I think that can work as a planner, (for some), depending how much planning you do. If you sketch out chapters fairly briefly there can still be plenty of room for spontaneity, whilst at the same time being anchored to the thread running through the whole plot, reducing the chances of cocking something up and either have to axe a whole scene/chapter or hugely amend it later on.

That's the approach I try to adopt (I'm rubbish at continuity), with varying degrees of success.
 
I'm a planner, but like a battle plan it all goes out of the window very quickly. I plan each chapter of my serial as I finish the previous one, but the plans end up looking different from the finished product in the end. Characters and events have a way of running their own way as they go.
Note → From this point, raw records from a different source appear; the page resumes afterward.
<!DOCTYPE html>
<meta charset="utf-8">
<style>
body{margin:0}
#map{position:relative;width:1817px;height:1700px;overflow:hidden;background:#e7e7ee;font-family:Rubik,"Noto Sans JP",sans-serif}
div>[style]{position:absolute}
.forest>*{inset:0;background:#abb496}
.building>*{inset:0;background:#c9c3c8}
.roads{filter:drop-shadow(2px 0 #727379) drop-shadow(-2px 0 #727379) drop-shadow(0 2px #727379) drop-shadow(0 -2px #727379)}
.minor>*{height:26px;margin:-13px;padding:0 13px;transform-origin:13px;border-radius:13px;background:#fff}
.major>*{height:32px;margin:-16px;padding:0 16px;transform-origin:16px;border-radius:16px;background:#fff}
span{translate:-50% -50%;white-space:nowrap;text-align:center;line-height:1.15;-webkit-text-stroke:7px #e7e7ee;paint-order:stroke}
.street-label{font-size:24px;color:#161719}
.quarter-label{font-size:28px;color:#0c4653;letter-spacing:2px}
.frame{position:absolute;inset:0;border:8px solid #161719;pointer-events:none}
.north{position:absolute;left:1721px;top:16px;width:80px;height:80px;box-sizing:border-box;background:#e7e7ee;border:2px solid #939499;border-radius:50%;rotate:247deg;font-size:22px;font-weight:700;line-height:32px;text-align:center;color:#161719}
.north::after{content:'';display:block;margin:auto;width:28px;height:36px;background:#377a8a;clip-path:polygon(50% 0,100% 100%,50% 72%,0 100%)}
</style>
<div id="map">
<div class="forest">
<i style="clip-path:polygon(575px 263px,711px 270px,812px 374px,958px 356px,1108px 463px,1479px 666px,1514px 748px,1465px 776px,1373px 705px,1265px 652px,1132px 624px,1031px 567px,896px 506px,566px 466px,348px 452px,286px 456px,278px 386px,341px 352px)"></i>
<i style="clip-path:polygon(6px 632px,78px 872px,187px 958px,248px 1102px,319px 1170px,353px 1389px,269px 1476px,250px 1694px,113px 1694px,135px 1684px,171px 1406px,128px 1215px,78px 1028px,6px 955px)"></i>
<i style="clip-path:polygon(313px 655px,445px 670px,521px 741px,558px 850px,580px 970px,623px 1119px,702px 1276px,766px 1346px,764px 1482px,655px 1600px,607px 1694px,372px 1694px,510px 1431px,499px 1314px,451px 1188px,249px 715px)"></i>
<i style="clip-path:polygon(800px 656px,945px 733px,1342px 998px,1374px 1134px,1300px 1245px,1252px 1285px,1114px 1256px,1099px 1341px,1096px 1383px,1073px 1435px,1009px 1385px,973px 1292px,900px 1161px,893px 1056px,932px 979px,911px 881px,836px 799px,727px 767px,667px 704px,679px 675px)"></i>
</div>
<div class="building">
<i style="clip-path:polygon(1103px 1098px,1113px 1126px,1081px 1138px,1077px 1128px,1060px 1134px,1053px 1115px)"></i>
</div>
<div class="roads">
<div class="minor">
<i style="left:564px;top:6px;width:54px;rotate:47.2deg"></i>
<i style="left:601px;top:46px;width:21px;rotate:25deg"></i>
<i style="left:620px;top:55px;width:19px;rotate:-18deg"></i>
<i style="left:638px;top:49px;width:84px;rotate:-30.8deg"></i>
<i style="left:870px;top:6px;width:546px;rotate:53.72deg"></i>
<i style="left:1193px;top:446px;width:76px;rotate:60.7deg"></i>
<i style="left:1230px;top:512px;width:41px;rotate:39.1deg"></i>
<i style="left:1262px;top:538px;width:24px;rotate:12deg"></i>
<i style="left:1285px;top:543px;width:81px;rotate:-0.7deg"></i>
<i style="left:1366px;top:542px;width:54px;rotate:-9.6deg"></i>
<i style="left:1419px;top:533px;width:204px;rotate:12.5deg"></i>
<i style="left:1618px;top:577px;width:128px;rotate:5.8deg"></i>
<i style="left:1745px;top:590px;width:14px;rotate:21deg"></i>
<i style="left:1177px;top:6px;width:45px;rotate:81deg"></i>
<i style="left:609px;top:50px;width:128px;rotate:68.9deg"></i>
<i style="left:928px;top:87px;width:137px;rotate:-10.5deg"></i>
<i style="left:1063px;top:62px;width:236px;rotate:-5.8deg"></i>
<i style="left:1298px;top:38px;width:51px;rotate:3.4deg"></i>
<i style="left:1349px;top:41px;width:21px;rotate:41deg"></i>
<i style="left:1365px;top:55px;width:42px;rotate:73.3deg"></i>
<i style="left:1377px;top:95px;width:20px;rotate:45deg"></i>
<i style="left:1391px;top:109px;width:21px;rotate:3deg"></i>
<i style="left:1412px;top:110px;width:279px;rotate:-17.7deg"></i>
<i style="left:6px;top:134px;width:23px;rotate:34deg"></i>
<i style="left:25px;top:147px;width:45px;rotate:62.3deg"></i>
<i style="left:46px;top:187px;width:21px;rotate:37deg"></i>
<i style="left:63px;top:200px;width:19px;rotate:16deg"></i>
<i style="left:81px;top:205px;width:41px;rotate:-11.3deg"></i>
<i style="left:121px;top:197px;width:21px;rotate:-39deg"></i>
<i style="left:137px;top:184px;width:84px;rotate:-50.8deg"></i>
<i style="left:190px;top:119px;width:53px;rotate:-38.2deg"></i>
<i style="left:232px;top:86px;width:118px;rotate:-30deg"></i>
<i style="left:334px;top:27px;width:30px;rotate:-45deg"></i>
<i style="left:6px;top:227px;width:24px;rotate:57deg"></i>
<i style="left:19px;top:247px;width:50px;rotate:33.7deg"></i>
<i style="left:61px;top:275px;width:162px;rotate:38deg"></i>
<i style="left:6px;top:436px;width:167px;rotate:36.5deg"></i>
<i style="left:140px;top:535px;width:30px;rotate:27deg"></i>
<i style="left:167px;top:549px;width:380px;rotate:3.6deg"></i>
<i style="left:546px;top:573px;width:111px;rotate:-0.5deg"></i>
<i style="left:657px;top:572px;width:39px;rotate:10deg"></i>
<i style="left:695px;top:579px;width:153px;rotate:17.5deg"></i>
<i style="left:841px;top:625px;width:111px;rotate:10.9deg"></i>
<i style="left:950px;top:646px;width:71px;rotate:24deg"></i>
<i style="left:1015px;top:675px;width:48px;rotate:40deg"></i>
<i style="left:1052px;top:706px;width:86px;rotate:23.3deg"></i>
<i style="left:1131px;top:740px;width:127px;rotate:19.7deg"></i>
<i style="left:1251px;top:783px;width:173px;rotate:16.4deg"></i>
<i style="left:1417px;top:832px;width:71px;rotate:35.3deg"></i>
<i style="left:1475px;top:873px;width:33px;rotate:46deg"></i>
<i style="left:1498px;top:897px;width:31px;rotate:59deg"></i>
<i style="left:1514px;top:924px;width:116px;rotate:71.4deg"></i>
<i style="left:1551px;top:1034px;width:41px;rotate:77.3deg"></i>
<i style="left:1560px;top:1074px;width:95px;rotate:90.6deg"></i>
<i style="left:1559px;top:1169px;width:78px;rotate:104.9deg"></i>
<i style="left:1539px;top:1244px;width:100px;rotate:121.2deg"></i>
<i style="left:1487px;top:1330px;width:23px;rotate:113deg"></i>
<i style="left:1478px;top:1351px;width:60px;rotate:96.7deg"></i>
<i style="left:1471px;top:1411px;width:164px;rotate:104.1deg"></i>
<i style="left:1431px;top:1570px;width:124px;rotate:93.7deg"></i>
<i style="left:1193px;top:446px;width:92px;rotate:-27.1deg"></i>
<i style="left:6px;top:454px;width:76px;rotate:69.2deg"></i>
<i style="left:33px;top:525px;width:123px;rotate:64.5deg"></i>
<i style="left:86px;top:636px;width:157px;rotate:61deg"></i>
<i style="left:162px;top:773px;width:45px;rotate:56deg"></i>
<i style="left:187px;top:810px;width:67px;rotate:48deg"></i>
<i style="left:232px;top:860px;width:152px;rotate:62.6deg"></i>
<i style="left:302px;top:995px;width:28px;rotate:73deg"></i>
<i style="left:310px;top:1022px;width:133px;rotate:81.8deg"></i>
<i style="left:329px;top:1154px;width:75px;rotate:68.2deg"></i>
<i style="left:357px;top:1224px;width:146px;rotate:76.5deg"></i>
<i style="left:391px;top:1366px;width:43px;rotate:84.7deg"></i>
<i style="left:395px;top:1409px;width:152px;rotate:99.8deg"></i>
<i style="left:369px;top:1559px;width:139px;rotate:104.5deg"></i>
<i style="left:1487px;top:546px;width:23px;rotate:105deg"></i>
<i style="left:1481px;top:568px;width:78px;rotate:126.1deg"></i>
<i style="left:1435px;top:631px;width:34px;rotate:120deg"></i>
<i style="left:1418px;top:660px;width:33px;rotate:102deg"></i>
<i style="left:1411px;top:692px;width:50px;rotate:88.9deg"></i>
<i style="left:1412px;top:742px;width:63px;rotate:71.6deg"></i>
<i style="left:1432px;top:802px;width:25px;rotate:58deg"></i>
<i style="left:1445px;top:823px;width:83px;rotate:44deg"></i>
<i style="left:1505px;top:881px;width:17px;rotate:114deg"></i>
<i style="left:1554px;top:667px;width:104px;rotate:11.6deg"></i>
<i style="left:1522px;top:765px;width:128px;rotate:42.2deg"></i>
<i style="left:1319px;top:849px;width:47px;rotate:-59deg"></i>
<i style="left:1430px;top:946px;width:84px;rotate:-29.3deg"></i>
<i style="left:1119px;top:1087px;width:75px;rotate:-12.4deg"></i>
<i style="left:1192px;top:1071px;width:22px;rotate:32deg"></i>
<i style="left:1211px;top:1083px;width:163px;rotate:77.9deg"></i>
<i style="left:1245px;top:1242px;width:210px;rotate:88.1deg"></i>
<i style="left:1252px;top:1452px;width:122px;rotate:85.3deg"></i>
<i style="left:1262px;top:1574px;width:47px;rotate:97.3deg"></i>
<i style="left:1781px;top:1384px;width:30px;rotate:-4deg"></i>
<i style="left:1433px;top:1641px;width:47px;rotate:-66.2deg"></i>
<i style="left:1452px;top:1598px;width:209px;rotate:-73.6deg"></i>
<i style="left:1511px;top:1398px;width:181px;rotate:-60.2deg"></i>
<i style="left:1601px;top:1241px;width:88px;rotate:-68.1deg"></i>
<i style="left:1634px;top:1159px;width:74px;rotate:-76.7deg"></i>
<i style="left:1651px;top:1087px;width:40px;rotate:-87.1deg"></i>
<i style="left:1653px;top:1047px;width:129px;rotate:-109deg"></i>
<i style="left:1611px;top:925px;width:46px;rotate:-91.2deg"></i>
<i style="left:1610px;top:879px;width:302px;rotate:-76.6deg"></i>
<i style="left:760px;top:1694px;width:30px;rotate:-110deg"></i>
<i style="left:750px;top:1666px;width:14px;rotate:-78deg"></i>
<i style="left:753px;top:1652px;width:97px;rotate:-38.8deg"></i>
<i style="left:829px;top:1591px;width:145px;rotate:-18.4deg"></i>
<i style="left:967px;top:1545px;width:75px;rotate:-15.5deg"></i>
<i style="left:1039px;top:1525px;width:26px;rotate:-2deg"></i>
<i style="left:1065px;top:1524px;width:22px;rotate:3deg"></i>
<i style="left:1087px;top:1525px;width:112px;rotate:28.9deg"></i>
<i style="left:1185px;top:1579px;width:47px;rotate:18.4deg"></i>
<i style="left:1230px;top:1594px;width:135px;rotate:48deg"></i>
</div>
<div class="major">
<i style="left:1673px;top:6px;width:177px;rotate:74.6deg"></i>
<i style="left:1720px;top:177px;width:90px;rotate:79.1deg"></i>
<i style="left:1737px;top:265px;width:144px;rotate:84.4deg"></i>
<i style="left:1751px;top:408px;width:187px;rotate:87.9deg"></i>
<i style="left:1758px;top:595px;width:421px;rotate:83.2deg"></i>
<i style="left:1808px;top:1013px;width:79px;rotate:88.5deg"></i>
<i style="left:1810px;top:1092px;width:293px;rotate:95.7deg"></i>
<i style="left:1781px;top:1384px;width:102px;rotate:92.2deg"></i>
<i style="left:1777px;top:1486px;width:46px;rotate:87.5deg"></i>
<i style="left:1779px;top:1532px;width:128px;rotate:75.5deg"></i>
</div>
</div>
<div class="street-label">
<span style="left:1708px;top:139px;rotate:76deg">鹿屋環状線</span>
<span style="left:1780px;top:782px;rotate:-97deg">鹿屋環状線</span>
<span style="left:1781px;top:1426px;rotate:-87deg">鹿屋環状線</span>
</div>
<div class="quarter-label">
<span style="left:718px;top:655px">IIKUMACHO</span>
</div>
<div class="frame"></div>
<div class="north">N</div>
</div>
Every time I have an idea for a new chapter I write a brief summary of the idea in the word document where I splurge my world building, character backstory etc and come back to it later or chop and change for the next chapter I start on.
 
Actually, for me, the first draft is my plan. It might be a very short first draft - 25/30 k - but once it's down I can start to build from there. So, I'm a writer-planner. :D
 
The short answer is - it depends! The sci-fi epic that is the main work, literaly years in the making, plans made, thrown out, re-written and re-planned and is 80k words in. Loads of planning, talks, writing, more planning ...
Second project, a few random thoughts, very basic planning which will probably be ignored and i'm off, 800 words in and only the vaguest of plans and i'm researching what i need as i go ;-) ( thanks springs and anna for forcing me to think!)
 
I write from the seat of my pants.

No plans, no thought on where I'm going with it. I just go with how the spirit moves me :p
 
I'm usually not a (conscious) planner, but neither is it the best idea to go by your own backside if you want publishing quality.


But it is the best way to go just to get the process going, not giving a flying donkey about how it sounds, just enjoying the flow. That's why drafts were invented. :D Personally, I don't care about publishing anything I write, and I am perhaps the world's worst editor, so most of my stuff, nearly all in fact, never gets a second draft, and to be honest, I don't care so much.
 
It's really interesting to see how everyone works!

Reading how the majority of you guys tend to jump straight in makes me feel a little less ashamed of my massively uncoordinated approach. I'd not thought of using a first draft as a form of plan before Springs, that sounds like an awesome way to make things flow!
 
I'm a big time planner before I begin writing. I need to know where things are going or I get stuck halfway. That's not to say I don't allow my story to wander off course now and then. It's surprising how many cool, unplanned things turn up as you write!